Problem
In the entries below, print exactly the lines from the first through the one with "filter:drop-shadow(0 0 2px", both included, and none of the pictures.

Input data
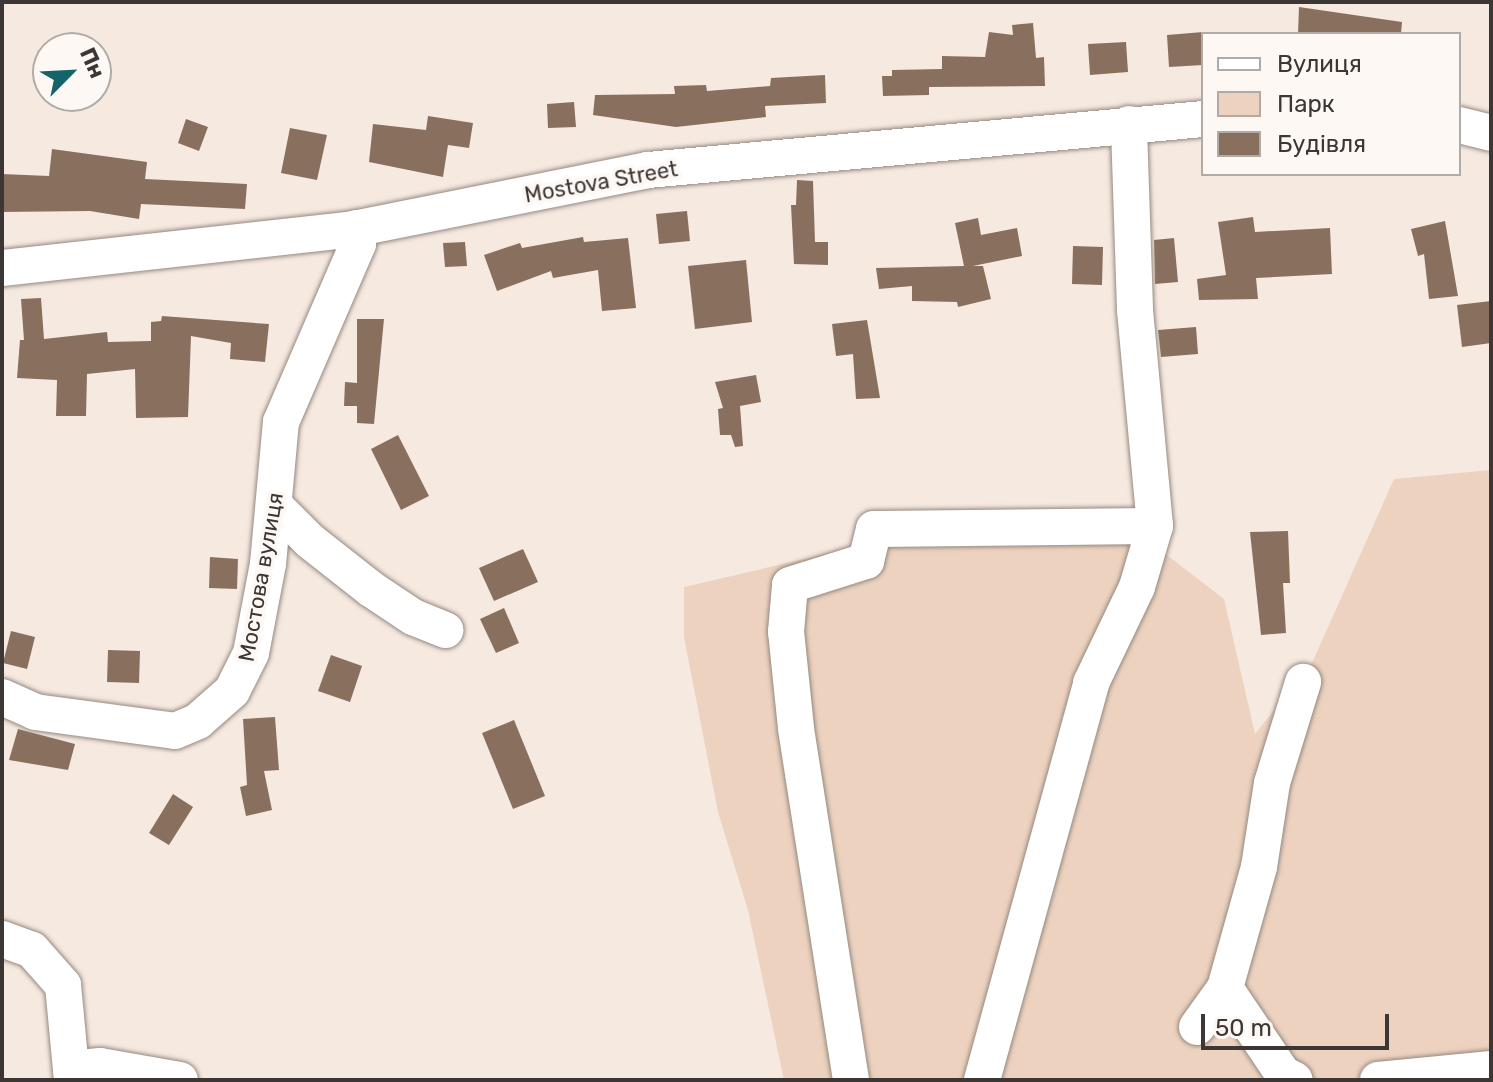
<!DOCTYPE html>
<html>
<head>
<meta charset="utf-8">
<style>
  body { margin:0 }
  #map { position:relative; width:1493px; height:1082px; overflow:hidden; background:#f6e9e0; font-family:Rubik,sans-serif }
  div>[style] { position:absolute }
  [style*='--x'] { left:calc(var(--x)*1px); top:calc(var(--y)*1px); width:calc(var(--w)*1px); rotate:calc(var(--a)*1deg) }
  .green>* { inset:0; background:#edd2bf }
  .building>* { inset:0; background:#89705e }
  .roads { filter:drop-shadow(0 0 2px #958980) drop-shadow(0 0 2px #958980) }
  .minor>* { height:36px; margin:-18px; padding:0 18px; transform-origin:18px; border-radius:18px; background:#fff }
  span { translate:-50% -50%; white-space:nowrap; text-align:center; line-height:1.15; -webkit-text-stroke:8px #fdf8f4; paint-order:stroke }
  .street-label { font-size:22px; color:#3c3734 }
  .frame { position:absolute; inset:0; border:4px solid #3c3734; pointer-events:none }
  .legend { position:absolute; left:1201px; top:32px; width:260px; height:144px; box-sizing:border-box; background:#fdf8f4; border:2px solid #b0aba7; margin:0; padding:10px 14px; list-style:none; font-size:24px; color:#3c3734 }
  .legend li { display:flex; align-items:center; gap:16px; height:40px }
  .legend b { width:40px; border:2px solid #b0aba7 }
  .north { position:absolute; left:32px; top:32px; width:80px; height:80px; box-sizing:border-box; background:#fdf8f4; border:2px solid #b0aba7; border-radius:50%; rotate:66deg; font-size:22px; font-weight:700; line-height:32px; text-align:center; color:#3c3734 }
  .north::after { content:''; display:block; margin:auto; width:28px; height:36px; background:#156469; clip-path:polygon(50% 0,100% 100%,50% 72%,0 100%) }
  .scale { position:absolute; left:1201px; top:1014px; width:188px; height:36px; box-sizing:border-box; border:4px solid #3c3734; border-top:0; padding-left:10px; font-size:24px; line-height:28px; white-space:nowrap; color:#3c3734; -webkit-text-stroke:6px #fdf8f4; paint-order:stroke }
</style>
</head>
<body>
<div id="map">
  <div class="green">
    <div style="clip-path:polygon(1491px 470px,1491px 1080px,784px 1080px,748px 910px,718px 812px,684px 637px,684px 587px,886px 540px,1111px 539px,1163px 552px,1224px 599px,1255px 734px,1312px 663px,1394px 479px)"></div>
  </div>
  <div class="building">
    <div style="clip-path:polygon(1299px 7px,1402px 22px,1401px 34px,1298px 34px)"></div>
    <div style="clip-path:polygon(1033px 23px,1036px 58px,1044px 57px,1045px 86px,929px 87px,929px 95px,883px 96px,882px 76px,892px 76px,892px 70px,942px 69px,942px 56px,985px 57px,989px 32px,1013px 35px,1012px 25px)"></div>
    <div style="clip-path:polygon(1203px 32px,1203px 65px,1169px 67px,1167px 35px)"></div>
    <div style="clip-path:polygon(1126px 42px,1128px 72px,1090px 75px,1088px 44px)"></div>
    <div style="clip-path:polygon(825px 75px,826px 103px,765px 106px,766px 117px,676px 127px,593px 115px,595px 95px,675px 94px,674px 86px,706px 85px,707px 91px,770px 86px,771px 78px)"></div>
    <div style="clip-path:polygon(574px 102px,576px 127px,548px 128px,547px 104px)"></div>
    <div style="clip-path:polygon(428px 116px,473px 123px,469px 148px,448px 145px,443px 177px,369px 162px,373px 124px,426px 130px)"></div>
    <div style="clip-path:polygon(186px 119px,208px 127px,199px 151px,178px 143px)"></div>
    <div style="clip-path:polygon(290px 128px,327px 135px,317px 180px,281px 173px)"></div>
    <div style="clip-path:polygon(52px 149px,147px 162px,145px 179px,247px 184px,245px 209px,141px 204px,139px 219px,90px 211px,2px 212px,2px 174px,49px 176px)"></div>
    <div style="clip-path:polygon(797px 180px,813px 181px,815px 242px,828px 242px,828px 265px,794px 264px,791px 205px,796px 205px)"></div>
    <div style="clip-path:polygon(687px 211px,690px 241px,659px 244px,656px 214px)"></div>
    <div style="clip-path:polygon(1253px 217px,1255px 232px,1330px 228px,1332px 274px,1256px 278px,1258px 299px,1199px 300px,1197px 279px,1226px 275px,1218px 222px)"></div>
    <div style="clip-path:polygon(978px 218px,981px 235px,1017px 228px,1022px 256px,973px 266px,983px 266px,991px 299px,958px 307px,957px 302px,912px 301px,912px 286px,879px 289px,876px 268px,964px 266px,955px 223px)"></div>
    <div style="clip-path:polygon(1445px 221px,1458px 296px,1429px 299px,1424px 254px,1418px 256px,1411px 229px)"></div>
    <div style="clip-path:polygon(583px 237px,584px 242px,628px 238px,636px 308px,602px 311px,598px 270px,553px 278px,551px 271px,497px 291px,484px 255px,520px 243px,522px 248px)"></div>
    <div style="clip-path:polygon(1174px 238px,1178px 282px,1155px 284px,1154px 240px)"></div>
    <div style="clip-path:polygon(465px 242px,467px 266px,445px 267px,443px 243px)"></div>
    <div style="clip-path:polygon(1073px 246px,1103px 247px,1102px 285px,1072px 284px)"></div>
    <div style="clip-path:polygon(746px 260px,752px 322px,695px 329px,688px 266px)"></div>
    <div style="clip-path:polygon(41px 298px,44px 339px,107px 332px,108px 342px,151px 341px,151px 322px,161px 321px,162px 316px,269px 324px,265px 362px,230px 359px,231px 343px,191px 336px,188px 417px,136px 418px,135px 369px,87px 374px,86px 416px,56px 416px,57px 380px,17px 378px,20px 340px,24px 340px,21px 299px)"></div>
    <div style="clip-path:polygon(1491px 301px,1491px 343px,1462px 347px,1457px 305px)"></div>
    <div style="clip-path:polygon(357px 319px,384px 319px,374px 424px,357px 423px,357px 406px,344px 406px,345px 382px,357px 383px)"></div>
    <div style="clip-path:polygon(867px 320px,880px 398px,856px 399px,853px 354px,836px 356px,832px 324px)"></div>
    <div style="clip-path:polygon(1196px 327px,1198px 354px,1161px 357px,1158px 330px)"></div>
    <div style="clip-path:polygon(756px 375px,761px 402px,740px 406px,743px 446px,735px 447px,731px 435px,720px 435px,718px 409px,723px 408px,715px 382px)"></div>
    <div style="clip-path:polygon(398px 435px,429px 496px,401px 510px,371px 449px)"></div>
    <div style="clip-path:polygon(1288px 531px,1290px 583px,1283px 583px,1286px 633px,1261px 635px,1250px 532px)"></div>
    <div style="clip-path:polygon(523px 549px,538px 582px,494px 601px,479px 568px)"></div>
    <div style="clip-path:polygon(210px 557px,238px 559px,237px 589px,209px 588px)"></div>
    <div style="clip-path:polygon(504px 608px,519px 643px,496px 653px,480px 619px)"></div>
    <div style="clip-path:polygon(11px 631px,35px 637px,27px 669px,3px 663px)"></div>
    <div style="clip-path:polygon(108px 650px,140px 651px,139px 683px,107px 682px)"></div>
    <div style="clip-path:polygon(331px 655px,362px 666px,350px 702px,318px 691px)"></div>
    <div style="clip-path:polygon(275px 717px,279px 770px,264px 771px,272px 810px,246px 816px,240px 787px,247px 785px,243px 719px)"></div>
    <div style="clip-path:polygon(514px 720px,545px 796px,513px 809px,482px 733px)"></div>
    <div style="clip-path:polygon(18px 729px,75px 744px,68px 770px,9px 760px)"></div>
    <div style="clip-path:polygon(173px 794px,193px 807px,169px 845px,149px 833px)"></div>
  </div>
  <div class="roads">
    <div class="minor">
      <div style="--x:1459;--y:125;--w:33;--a:14"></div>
      <div style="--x:2;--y:268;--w:348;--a:-6.3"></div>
      <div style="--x:348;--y:230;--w:306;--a:-11.3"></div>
      <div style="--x:648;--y:170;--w:557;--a:-5.25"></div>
      <div style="--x:276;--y:507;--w:48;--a:45"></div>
      <div style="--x:310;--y:541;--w:78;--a:38.2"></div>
      <div style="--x:371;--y:589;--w:50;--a:33.7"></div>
      <div style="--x:413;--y:617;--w:35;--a:22"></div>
      <div style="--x:2;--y:697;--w:36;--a:24"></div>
      <div style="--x:35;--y:712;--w:141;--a:7.7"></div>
      <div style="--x:175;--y:731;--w:25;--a:-23"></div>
      <div style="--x:198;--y:721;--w:45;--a:-41.4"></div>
      <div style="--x:232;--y:691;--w:42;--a:-63.4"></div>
      <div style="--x:251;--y:653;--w:91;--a:-79.2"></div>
      <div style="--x:268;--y:564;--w:143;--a:-84.8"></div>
      <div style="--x:281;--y:422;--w:194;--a:-66.6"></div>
      <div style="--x:358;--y:244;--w:16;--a:-97"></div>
      <div style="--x:2;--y:939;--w:32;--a:20"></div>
      <div style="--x:32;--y:950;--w:47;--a:48.5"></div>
      <div style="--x:63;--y:985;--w:95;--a:84.6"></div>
      <div style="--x:1225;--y:988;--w:104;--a:56"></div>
      <div style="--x:1283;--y:1074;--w:13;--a:27"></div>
      <div style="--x:1197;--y:1027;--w:48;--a:-54.3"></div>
      <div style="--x:1225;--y:988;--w:126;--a:-74.3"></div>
      <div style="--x:1259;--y:867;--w:85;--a:-81.2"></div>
      <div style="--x:1272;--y:783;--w:106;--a:-72.9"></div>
      <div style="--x:71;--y:1069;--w:29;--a:-6"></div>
      <div style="--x:100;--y:1066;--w:81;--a:9.9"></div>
      <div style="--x:851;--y:1080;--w:356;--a:-98.9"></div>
      <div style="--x:796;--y:728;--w:97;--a:-95.9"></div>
      <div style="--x:786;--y:632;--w:47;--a:-85.1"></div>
      <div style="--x:790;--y:585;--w:80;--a:-17.5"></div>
      <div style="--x:866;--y:561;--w:33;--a:-76"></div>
      <div style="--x:874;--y:529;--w:281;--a:-0.6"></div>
      <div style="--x:982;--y:1080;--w:412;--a:-74.6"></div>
      <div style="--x:1091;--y:683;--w:106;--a:-64.4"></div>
      <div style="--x:1137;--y:587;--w:64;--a:-73.6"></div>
      <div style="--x:1155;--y:526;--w:218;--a:-95.3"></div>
      <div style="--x:1135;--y:309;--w:185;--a:-91.9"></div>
      <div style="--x:1378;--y:1080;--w:114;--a:-5.6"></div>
    </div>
  </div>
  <div class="street-label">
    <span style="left:601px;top:182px;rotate:-10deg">Mostova Street</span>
    <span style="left:261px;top:577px;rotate:-80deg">Мостова вулиця</span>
  </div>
  <div class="frame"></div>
  <ul class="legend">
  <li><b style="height:10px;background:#fff"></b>Вулиця</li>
  <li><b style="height:22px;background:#edd2bf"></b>Парк</li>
  <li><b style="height:22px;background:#89705e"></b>Будівля</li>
  </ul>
  <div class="north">Пн</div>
  <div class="scale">50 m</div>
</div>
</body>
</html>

Written solution
<!DOCTYPE html>
<html>
<head>
<meta charset="utf-8">
<style>
  body { margin:0 }
  #map { position:relative; width:1493px; height:1082px; overflow:hidden; background:#f6e9e0; font-family:Rubik,sans-serif }
  div>[style] { position:absolute }
  [style*='--x'] { left:calc(var(--x)*1px); top:calc(var(--y)*1px); width:calc(var(--w)*1px); rotate:calc(var(--a)*1deg) }
  .green>* { inset:0; background:#edd2bf }
  .building>* { inset:0; background:#89705e }
  .roads { filter:drop-shadow(0 0 2px #958980) drop-shadow(0 0 2px #958980) }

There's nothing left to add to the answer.